Given the Trump administration’s dismissal of climate issues and attacks on anything considered “woke,” this could be interpreted as prudent green-hushing. But Nestlé’s willingness to invest in sustainability, a metric that can be used as a proxy for a company’s commitment to emissions reductions relative to other priorities, is also unclear.
Nestlé does not share the amount it expects to invest in order to hit its 2030 target, but in a 2024 presentation to investors Freixe said that “we have done the heavy lifting” on sustainability and “we will need to continue to invest, probably at a lower pace” relative to the period up to 2025.
This stands in contrast to other food and beverage companies, which expect to increase the portion of their capital spending that goes to climate transition projects to an average of 20 percent by 2030, according to the PwC survey of emissions disclosures.

The next five years
To understand the complexities of Nestlé’s efforts to halve emissions by 2030, consider the position it now finds itself in.
On one side are investors, who are often more concerned with quarterly returns than long-term sustainability.
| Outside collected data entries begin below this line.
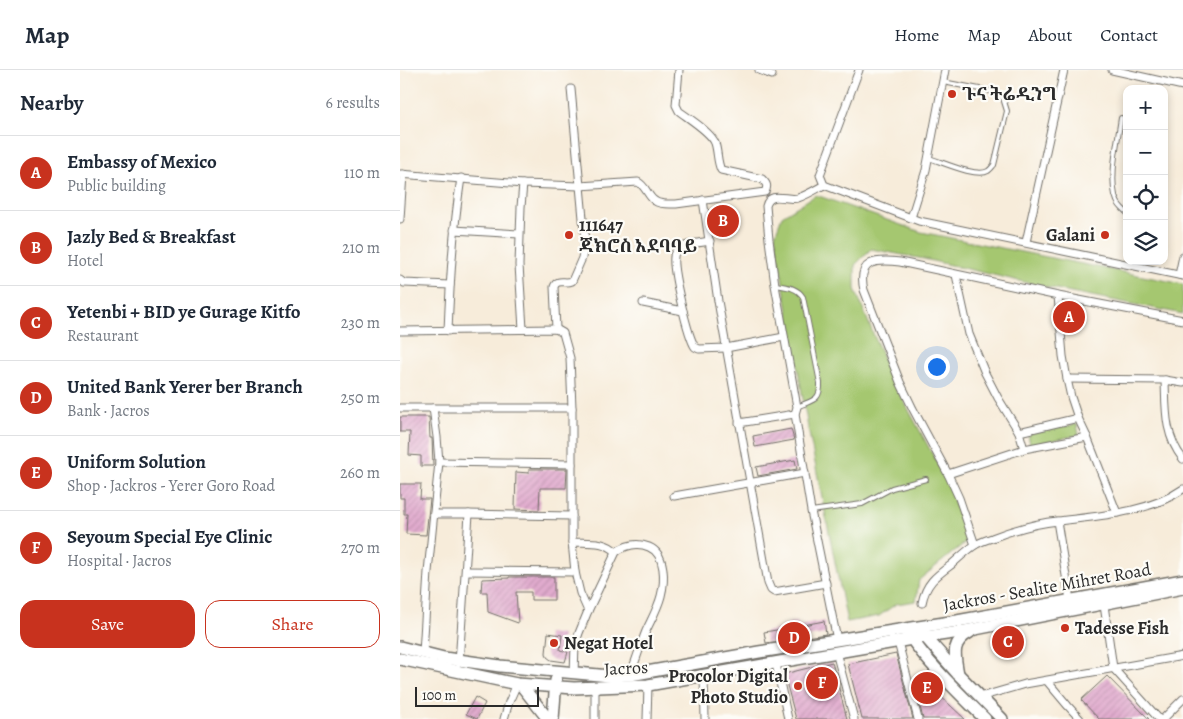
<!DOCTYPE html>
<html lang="en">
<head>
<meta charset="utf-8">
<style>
  body { margin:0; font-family:Alegreya,"Noto Serif Ethiopic",serif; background:#f6f6f7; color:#1f2937 }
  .controls { position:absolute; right:15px; top:15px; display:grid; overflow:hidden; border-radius:10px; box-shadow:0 2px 8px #0003 }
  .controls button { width:45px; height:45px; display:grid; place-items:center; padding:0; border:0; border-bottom:1px solid #e0e1e3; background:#fff; color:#1f2937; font:25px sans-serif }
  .scale { position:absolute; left:15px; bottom:12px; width:124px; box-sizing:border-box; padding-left:5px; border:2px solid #2b2b2b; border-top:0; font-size:14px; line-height:18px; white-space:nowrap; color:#2b2b2b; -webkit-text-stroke:4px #fdfcf7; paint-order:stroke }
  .you { position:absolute; left:536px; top:296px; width:18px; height:18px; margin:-12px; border:4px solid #fff; border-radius:50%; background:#1a73e8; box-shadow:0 0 0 8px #1a73e833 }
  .badge { display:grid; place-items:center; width:32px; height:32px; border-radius:50%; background:#c8321e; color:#fff; font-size:16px; font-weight:700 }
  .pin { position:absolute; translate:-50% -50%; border:2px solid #fff; box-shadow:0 1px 5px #0006 }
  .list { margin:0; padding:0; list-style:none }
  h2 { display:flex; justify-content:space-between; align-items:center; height:65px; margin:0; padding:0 20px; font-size:21px }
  h2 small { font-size:16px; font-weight:400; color:#747a83 }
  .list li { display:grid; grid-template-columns:32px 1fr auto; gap:15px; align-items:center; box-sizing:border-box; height:75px; padding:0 20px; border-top:1px solid #e0e1e3 }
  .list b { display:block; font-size:19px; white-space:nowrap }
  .list p { margin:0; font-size:16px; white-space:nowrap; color:#747a83 }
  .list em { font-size:16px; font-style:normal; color:#747a83 }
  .actions { display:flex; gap:10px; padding:15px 20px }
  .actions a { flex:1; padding:11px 0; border:1px solid #c8321e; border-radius:15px; text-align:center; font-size:18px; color:#c8321e }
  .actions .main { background:#c8321e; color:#fff }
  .icon { flex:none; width:28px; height:28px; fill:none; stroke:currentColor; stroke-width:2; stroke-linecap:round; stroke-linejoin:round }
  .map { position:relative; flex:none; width:783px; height:649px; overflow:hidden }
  header { display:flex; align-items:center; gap:30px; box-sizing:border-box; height:70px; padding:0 25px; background:#fff; border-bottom:1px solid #e0e1e3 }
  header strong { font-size:24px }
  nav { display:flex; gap:28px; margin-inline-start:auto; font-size:18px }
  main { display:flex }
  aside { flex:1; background:#fff }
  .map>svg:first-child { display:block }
  .grass { fill:#a5c770; stroke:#68794e }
  .building { fill:url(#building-hatch) }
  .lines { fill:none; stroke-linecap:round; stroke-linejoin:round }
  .lane-casing { stroke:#726f68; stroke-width:6 }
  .street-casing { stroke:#726f68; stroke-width:9 }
  .primary-casing { stroke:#726f68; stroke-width:14 }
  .lane { stroke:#fff; stroke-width:4 }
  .street { stroke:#fff; stroke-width:7 }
  .primary { stroke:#fff; stroke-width:11 }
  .poi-dot { fill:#c8321e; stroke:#fdfcf7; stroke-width:2 }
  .labels { text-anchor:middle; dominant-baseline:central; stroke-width:4.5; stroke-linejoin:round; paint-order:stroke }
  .poi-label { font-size:18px; font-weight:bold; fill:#2b2b2b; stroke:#fdfcf7; text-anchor:start }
  .street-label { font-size:18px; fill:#2b2b2b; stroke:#fdfcf7 }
</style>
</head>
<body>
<header>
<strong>Map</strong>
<nav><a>Home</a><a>Map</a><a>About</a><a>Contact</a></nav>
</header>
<main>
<aside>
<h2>Nearby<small>6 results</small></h2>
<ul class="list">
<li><span class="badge">A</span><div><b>Embassy of Mexico</b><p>Public building</p></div><em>110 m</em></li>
<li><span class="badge">B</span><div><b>Jazly Bed &amp; Breakfast</b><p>Hotel</p></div><em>210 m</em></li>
<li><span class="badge">C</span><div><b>Yetenbi + BID ye Gurage Kitfo</b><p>Restaurant</p></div><em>230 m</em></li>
<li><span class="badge">D</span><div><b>United Bank Yerer ber Branch</b><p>Bank · Jacros</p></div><em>250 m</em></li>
<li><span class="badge">E</span><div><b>Uniform Solution</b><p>Shop · Jackros - Yerer Goro Road</p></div><em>260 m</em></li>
<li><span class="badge">F</span><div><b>Seyoum Special Eye Clinic</b><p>Hospital · Jacros</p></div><em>270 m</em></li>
</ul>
<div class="actions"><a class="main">Save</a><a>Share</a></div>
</aside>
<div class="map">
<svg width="783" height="649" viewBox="0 0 783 649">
  <defs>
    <pattern id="building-hatch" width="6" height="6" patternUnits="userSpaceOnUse" patternTransform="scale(1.25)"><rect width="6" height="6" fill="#e1abce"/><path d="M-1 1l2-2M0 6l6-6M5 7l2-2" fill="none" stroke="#c193b1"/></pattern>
  </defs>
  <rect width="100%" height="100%" fill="#fdfcf7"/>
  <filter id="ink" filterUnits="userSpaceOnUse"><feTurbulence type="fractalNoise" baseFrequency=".02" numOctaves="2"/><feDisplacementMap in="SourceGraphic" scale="10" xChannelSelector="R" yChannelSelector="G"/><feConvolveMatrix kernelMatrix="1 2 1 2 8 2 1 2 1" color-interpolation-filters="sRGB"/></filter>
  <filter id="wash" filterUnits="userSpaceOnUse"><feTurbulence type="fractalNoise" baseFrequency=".0096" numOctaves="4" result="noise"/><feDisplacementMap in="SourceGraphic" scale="20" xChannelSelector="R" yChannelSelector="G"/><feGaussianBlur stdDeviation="1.12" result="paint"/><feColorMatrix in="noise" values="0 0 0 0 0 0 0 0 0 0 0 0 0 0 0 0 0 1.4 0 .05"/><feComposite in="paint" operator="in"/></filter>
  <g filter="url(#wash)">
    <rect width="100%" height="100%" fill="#f7ecda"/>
    <g class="grass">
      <polygon points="416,125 521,162 783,214 783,244 641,216 524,189 471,179 455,195 455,219 490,305 549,415 567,471 519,510 516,531 496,534 479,546 447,552 408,358 375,165 382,146"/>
      <polygon points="677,354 679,365 630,375 628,363"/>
    </g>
    <g id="blocks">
      <g class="building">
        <polygon points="334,142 336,157 313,161 311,145"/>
        <polygon points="0,347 29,347 30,368 32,368 33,396 21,396 21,386 9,385 10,362 0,362"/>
        <polygon points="391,359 394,370 355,377 353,366"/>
        <polygon points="395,390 397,399 358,406 356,397"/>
        <polygon points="129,399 167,399 166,418 140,418 139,440 115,439 116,402 129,403"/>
        <polygon points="0,414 21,414 20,429 30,429 26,465 6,464 7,444 4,444 4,428 0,428"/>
        <polygon points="109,507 154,507 154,530 131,530 131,522 116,522 118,553 88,542 87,522 81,522 82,509 109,508"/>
        <polygon points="424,551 426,564 366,573 364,562 389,558 388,553 397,552 398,556"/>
        <polygon points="148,563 162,565 160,580 168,582 165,592 151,590 147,587 146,583"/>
        <polygon points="496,584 513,649 462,649 448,594"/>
        <polygon points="432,592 447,649 396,649 384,604"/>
        <polygon points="707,606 749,649 699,649 681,630"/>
        <polygon points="523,610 565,649 523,649 516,619"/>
        <polygon points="75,627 85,633 77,649 66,644"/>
      </g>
    </g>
  </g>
  <g filter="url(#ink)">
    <use href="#blocks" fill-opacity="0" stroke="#726f68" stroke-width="1"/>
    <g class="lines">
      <defs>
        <g id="lane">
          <path d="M721 48C718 70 708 111 717 131 719 136 723 139 727 143"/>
          <path d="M529 88C542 92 577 108 588 101 590 100 593 96 594 95L607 41 603 28 595 22 543 12"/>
          <path d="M375 215C386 217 397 217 403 227L420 313C421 331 412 330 397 337"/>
          <polyline points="411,441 462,434 492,418 526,409"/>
        </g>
        <g id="street">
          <polyline points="359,0 372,5"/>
          <polyline points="459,0 420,105 424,115 519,151 783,206"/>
          <polyline points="712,0 783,16"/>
          <path d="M0 104 123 114 180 116 238 112C246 116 248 127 255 131 260 135 270 134 276 134L365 122C368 116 367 114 362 109L321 100C317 92 318 82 315 73 311 62 288 48 279 41L276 35 279 0"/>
          <path d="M424 115C415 120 407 125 398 128 387 131 370 120 366 136L369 170 375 215 397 337 395 344 411 441 437 570"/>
          <polyline points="303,130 318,231 368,513 371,520 374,522 426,513"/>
          <polyline points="511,148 526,100 545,0"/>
          <polyline points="0,149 3,104"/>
          <polyline points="54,160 119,164"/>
          <path d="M310 171C300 173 284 173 277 181 275 182 274 185 274 187 272 200 288 267 295 277L299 279 326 278 384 267"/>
          <polyline points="626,172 664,0"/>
          <polyline points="556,205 565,246 569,264 585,303 598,328 619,362 624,379"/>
          <polyline points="779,205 783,186"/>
          <polyline points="0,210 4,213 50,215"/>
          <polyline points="658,226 663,286 667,309 671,327 678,348 687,367 717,443"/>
          <polyline points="243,233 283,241"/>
          <polyline points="123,259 119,195 121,137 123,114"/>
          <path d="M156 259 154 217C157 208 165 214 172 211L182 188 185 170 171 19"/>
          <polyline points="0,261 156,259 163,263 170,288 172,338 172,472 175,502 180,523 188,541"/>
          <path d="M48 261C50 210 53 159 61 108"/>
          <polyline points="667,309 765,310 783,313"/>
          <path d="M765 310C766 339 764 365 783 389"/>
          <polyline points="0,338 172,338"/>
          <polyline points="339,353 395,344"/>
          <polyline points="619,362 678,348"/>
          <polyline points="39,392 172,394"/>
          <polyline points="548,404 624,379 687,367"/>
          <polyline points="274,426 405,403"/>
          <polyline points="34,444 69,444 172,446"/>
          <polyline points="657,451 670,530"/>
          <path d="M172 472C188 473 205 470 216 482"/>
          <path d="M575 475 559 428 548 404 513 339 500 312 464 220C457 190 476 189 500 192L658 226 783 250"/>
          <polyline points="66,501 175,502"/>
          <path d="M522 533C526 513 536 506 551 495 559 488 566 481 575 475 580 472 586 470 592 468 613 460 636 453 658 451 698 446 749 443 783 419"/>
          <polyline points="704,535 713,598 759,649"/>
          <polyline points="498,572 518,649"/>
          <polyline points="436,582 454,649"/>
          <polyline points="23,583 28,502 39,392 37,367 33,338"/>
          <polyline points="59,593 69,444"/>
          <polyline points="376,594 388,649"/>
          <path d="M174 604 175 575 179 563 188 541 216 482C226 475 237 472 249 477 266 484 265 511 261 526 258 538 251 550 246 561 240 576 236 591 230 605"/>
          <polyline points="304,606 305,649"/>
          <polyline points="647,611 668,636 680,649"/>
          <polyline points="580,627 625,614 783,586"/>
          <polyline points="104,649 109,632 117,614"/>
          <polyline points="195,649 195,617"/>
          <polyline points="247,649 248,615"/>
          <polyline points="763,649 783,629"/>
        </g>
        <g id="primary">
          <polyline points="522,563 558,604 602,649"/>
          <path d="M509 565C530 596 558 622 585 649"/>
          <polyline points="0,577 44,588 100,596 210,606 230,605 359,582 557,551 783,510"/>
          <polyline points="0,589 117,614 174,618 248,615 512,569 560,562 783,518"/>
          <path d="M558 604C555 586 550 573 570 562"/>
          <polyline points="121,615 148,649"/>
          <polyline points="153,649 156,610"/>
        </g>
      </defs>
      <use href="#lane" class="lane-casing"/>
      <use href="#street" class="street-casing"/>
      <use href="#primary" class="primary-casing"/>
      <use href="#lane" class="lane"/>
      <use href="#street" class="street"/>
      <use href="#primary" class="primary"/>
    </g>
  </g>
  <g class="poi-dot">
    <circle cx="552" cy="24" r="5"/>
    <circle cx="169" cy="165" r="5"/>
    <circle cx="705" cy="165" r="5"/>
    <circle cx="665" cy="558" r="5"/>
    <circle cx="154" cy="573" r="5"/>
    <circle cx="398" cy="616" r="5"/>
  </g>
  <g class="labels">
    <g class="poi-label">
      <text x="562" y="24">ጉና ትሬዲንግ</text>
      <text x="179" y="155">111647<tspan x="179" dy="21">ጃክሮስ አደባባይ</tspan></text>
      <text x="695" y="165" text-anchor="end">Galani</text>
      <text x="675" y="558">Tadesse Fish</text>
      <text x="164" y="573">Negat Hotel</text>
      <text x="388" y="606" text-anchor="end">Procolor Digital<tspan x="388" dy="21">Photo Studio</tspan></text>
    </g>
    <g class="street-label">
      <text transform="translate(647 517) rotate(-10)">Jackros - Sealite Mihret Road</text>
      <text transform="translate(226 598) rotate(-3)">Jacros</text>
    </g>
  </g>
</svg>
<div class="controls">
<button>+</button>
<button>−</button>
<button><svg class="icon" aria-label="locate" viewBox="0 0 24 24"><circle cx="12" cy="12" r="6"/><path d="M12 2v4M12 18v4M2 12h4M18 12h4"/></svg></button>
<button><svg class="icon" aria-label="layers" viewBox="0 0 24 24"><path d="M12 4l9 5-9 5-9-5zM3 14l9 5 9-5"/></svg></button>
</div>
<div class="scale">100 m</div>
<div class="you"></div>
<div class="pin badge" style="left:669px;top:247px">A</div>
<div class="pin badge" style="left:323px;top:151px">B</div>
<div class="pin badge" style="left:608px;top:572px">C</div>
<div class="pin badge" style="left:394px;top:568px">D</div>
<div class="pin badge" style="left:527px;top:618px">E</div>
<div class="pin badge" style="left:422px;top:613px">F</div>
</div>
</main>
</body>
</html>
Freixe’s “heavy lifting” comment, for instance, came in response to an investor analyst asking about the drag of sustainability initiatives on operating margins.
At the same time, the food sector likely cannot reach net zero without fundamental changes that no company can completely control. Decarbonizing would be easier, for example, if consumers swapped dairy milk for soy — but that doesn’t seem likely. Policy support is also an issue: one recent report found that current policies in the EU would decrease emissions by just 1.5 percent between 2020 and 2040.
These pressures leave Nestlé’s leaders with little room to maneuver. They’ve charted a course to net zero that is relatively transparent and ambitious, at least when compared with many sector rivals. At the same time, that roadmap is incomplete and relies on carbon accounting that’s open to question. As the climate crisis intensifies, these shortcomings leave critics of the world’s largest food company frustrated. They are also indicative of where the sector is on its journey to net zero.